Mesajı Okuyun
Old 29-07-2009, 11:28   #4
kaanyaren

 
Varsayılan

Sayın meslektaşlarım, burada kastım B'dir tabiiki yanlış yazmışım öncelikle bunu düzeltmek isterim. Ayrıca şu konuyu da açmak isterim Ticaret mahkemesinde senetlerin bedelsizliğine ilişkin borçlunun açmış olduğu davada mahkeme tarafından "sadece alacaklıya daha sonra verilmiş olan borcun bir kısmının ödenmiş olduğu" sonucuna varılmış ve onanarak Yargıtaydan gelmiştir. Yani mahkeme tarafından bedelsizlik kararı verilmemiştir.Borçlunun açmış olduğu diğer dava ise protokole istinaden feragatle düşürülmüştür. Protokolde avukatların imzası bulunmamakta ve kendi hür iradesi ile bu protokolü imzalamıştır. Protokol gereğince de protokolde yazılı olan miktarı alacaklılara ödemiştir. Bu ödeme sırasında daha satış işlemi de yapılmamıştır. Satışın yapılmasına tahminen 10 gün gibi bir süre vardır.
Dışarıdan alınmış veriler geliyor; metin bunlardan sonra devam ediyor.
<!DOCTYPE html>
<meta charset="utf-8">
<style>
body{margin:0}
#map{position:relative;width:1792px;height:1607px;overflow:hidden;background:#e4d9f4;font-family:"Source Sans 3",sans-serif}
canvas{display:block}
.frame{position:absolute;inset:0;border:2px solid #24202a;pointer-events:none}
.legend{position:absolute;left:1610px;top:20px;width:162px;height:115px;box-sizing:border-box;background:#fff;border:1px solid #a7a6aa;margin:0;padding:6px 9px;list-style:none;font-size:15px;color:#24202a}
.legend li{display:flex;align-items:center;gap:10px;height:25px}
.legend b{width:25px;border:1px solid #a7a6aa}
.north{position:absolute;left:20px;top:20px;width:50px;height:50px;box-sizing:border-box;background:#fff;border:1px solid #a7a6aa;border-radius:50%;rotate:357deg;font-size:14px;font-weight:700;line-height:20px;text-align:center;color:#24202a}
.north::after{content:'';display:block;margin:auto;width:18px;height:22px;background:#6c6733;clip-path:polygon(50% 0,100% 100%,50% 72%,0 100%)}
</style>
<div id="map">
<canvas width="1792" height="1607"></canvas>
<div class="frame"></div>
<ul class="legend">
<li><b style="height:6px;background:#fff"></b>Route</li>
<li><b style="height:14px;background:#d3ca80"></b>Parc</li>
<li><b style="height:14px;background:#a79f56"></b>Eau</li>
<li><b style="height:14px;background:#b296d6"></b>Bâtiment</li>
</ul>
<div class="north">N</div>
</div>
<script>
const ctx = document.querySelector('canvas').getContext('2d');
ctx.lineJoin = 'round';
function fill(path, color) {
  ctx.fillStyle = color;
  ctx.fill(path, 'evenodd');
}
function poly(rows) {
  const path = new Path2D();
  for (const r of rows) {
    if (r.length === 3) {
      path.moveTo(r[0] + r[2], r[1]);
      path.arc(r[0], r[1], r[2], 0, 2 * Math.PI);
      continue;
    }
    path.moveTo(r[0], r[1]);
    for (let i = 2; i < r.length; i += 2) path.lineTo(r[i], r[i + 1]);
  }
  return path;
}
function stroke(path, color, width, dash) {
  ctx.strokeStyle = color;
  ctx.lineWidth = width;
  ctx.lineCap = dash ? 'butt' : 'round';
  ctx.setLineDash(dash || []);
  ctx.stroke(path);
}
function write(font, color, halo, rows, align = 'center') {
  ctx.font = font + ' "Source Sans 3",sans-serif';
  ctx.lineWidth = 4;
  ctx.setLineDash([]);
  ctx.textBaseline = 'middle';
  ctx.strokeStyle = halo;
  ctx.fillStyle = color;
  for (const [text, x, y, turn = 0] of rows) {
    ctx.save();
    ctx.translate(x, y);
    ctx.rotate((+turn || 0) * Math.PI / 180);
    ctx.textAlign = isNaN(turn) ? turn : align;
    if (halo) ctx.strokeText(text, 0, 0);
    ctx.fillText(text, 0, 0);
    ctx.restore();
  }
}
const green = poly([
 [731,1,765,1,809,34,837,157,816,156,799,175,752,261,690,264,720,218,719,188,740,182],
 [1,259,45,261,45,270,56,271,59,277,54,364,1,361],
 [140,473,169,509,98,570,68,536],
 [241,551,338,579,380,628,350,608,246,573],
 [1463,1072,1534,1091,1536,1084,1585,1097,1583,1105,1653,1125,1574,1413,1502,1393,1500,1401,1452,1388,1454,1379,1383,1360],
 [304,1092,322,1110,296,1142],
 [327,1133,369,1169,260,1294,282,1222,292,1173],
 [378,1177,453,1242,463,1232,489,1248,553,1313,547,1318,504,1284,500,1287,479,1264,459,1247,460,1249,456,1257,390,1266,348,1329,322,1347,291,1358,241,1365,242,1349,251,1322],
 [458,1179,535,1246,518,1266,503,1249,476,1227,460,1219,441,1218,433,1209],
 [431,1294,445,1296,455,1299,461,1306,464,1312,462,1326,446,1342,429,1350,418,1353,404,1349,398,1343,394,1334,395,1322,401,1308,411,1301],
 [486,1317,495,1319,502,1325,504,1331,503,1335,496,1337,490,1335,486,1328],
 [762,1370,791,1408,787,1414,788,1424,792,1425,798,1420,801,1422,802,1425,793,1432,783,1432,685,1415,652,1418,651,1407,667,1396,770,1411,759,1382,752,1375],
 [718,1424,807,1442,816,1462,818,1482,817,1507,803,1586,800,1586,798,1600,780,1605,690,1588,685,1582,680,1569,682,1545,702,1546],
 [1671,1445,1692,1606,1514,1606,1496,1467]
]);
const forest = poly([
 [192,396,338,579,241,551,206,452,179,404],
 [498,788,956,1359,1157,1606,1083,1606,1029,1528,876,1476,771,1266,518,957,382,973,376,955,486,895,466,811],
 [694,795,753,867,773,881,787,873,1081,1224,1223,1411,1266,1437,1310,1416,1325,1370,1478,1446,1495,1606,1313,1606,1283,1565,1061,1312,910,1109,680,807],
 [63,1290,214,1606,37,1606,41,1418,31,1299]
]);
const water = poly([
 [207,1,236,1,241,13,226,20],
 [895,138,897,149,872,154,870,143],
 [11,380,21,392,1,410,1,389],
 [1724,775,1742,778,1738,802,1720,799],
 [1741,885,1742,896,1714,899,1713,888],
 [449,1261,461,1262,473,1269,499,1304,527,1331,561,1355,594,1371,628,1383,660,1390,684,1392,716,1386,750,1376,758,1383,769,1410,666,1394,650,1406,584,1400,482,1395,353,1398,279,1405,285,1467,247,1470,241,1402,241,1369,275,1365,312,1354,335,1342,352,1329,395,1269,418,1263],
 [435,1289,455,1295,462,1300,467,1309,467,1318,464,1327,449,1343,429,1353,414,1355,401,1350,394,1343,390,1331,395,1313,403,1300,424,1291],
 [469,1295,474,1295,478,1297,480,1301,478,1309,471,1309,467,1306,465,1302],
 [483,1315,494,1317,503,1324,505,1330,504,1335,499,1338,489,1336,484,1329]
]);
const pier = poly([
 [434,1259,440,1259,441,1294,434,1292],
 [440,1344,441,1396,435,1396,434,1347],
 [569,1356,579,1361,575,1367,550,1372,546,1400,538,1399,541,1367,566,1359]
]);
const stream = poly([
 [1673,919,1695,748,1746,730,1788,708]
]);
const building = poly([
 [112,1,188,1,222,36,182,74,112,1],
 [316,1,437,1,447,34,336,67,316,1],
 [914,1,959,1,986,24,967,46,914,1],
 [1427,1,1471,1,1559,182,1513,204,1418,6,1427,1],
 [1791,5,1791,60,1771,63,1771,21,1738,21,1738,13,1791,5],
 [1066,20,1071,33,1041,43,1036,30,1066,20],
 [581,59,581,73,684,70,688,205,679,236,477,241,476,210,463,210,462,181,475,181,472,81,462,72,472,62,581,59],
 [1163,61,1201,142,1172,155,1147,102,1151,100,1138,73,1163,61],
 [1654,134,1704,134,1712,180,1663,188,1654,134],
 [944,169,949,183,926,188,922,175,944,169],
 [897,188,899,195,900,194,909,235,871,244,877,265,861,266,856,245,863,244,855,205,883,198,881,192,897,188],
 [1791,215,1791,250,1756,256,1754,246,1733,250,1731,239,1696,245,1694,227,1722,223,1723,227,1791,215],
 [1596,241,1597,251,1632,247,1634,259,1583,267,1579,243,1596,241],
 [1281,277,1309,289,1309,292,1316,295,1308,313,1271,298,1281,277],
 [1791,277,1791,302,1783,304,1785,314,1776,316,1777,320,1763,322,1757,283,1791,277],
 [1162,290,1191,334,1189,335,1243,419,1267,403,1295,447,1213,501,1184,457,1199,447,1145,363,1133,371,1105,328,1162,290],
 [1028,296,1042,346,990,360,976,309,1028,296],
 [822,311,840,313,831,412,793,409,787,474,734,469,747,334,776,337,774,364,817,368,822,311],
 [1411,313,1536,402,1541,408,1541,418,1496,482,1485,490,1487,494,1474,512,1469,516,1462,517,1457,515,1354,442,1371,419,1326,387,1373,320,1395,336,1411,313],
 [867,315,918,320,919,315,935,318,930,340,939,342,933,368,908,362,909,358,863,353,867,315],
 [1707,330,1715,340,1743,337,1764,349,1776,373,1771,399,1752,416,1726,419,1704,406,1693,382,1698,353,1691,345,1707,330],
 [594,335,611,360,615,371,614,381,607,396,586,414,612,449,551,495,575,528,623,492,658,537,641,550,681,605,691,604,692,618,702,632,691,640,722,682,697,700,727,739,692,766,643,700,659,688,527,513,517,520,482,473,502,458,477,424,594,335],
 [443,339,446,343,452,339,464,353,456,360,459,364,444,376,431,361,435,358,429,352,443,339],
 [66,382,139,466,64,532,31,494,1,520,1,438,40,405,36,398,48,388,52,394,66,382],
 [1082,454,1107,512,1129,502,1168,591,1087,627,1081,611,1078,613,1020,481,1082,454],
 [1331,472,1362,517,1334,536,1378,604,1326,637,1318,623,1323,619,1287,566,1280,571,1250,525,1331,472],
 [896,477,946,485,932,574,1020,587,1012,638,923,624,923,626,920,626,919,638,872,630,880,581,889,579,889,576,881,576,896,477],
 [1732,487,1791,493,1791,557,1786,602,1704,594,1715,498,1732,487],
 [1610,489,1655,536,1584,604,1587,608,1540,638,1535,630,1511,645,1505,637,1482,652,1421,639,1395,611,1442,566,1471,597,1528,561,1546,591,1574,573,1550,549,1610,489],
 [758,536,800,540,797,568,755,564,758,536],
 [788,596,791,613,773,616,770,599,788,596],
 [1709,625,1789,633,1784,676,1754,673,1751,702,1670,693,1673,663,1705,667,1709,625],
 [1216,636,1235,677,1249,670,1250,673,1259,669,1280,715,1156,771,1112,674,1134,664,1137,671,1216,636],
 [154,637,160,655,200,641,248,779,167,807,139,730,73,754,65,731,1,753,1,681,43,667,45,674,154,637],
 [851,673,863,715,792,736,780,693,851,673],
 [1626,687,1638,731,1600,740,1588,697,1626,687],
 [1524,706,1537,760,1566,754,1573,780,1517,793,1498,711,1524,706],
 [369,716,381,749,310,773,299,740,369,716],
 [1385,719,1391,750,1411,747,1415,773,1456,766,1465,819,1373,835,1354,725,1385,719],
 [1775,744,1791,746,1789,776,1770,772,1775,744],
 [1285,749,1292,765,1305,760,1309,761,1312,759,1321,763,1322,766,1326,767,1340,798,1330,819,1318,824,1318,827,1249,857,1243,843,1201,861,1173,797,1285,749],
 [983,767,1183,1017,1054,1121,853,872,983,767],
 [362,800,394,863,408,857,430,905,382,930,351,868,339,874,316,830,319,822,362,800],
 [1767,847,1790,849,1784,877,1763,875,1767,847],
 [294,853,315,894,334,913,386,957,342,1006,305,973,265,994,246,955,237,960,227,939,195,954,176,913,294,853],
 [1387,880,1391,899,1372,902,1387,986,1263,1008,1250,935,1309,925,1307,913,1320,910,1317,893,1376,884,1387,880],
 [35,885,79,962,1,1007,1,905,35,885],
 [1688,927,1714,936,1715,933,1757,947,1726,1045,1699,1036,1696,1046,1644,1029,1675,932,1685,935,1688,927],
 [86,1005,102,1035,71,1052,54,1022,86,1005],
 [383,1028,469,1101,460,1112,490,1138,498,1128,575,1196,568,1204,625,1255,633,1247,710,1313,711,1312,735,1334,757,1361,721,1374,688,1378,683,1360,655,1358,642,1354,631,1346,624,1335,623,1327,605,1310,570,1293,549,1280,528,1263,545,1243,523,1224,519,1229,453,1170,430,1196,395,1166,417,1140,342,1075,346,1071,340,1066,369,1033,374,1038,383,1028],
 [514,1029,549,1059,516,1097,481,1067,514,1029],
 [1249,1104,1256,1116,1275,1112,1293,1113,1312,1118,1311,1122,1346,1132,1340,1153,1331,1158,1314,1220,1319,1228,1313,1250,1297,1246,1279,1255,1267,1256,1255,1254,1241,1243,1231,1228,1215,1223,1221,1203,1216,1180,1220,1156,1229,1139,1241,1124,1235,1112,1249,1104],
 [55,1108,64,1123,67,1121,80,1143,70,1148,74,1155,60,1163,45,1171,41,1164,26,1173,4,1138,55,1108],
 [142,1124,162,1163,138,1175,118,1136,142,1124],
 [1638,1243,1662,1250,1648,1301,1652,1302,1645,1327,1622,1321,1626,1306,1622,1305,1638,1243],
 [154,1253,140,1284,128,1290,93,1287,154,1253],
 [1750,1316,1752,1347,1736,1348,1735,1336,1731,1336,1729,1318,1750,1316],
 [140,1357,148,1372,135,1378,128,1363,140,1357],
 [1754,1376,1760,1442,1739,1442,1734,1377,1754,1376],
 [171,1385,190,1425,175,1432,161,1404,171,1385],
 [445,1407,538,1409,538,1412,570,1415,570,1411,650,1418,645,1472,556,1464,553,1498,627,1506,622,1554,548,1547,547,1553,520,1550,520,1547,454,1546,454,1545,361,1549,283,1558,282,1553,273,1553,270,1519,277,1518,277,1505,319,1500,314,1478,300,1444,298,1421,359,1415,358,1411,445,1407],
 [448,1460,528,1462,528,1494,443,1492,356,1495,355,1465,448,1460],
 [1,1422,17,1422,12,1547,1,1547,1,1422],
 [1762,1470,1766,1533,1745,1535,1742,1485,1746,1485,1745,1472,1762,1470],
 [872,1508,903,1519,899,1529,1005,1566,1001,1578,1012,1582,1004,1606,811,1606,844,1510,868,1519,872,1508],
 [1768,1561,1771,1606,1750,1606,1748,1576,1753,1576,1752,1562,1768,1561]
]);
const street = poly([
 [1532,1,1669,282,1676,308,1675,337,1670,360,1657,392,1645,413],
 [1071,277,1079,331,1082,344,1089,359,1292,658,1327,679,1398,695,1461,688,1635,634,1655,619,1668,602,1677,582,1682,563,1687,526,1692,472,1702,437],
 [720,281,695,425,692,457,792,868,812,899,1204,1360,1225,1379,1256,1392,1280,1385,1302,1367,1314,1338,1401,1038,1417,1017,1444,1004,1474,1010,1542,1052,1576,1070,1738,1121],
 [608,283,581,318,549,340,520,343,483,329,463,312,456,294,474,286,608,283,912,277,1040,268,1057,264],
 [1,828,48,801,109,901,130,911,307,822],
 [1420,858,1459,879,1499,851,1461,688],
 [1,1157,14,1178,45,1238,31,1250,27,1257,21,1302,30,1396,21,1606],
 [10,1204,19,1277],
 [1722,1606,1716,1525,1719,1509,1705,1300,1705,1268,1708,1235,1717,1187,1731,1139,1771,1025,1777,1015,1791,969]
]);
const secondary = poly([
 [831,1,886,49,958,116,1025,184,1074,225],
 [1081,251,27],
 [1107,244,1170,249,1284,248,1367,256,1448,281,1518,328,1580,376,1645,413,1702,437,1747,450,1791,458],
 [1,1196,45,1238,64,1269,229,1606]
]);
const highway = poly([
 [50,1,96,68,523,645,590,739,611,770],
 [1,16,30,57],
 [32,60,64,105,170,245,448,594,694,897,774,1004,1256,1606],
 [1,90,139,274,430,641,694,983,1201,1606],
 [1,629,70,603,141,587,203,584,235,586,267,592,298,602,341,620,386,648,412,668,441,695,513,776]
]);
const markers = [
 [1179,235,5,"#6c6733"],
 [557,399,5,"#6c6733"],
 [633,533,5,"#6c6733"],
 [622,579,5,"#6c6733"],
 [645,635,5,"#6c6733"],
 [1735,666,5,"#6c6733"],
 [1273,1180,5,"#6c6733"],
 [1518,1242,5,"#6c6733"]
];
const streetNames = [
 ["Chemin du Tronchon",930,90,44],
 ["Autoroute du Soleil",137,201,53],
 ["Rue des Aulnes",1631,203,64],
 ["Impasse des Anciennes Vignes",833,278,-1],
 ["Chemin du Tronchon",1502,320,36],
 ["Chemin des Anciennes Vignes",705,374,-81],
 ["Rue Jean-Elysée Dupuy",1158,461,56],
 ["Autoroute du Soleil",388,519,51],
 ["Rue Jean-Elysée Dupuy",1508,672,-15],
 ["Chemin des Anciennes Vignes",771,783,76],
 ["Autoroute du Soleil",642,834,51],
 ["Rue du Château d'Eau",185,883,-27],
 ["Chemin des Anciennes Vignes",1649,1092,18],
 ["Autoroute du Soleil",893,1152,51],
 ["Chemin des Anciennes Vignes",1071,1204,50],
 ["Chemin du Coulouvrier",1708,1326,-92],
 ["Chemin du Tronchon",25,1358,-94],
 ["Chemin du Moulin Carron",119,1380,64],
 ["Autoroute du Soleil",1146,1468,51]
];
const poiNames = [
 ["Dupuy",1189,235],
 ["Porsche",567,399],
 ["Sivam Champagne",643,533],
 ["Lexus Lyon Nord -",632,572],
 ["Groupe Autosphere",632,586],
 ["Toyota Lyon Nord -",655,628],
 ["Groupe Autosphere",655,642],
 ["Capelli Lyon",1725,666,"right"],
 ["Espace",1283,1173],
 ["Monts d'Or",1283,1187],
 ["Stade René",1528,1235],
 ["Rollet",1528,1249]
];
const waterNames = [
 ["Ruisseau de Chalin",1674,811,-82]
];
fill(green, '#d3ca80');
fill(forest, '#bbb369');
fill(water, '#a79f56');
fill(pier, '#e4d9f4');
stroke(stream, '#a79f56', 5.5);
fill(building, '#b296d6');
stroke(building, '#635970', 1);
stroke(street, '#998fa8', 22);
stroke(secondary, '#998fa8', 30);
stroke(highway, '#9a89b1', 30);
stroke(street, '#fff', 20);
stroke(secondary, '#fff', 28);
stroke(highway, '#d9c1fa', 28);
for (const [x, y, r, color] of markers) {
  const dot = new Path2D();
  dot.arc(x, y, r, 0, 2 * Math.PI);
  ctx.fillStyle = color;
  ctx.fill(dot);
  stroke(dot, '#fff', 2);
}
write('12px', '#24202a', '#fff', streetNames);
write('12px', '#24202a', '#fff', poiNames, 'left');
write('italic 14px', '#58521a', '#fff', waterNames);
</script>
Biliyorsunuz İstirdat davalarında cebri icra tehdidi altında ödeme yapılması şartı vardır. Satıştan önce kendi isteği ile imzalamış olduğu protokole dayanarak ve alacaklılara elden borçları ödeyen Borçlu B istirdat davası açabilirmi?? ve temlik eden ile temlik alan avukatları olan C ve E aleyhine kendisini haksız olarak zarara uğrattıklarından bahisle tazminat davası açabilir mi? Burada kilit nokta daha sonra verilen senetlerin teminat olarak verildiği iddiası fakat Ticaret mahkemesinin bu yönde bir karar vermeyip sadece ödenmiş olan bir kısım paraların bu 50.000 TL den düşülmesi kararıdır. Avukatlar da mahkemenin her iki dosyadan da işlem yapmasını yasaklayan bir karar olmadığı için işlem yapmışlardır. Uzun oldu biliyorum ama Avukatlardan biri hakkında Ağır Ceza Mahkemesi görevi kötüye kullanmaktan ceza vermiştir. Yani Ticaret Mahkemesi ile aynı kanaate varmamıştır.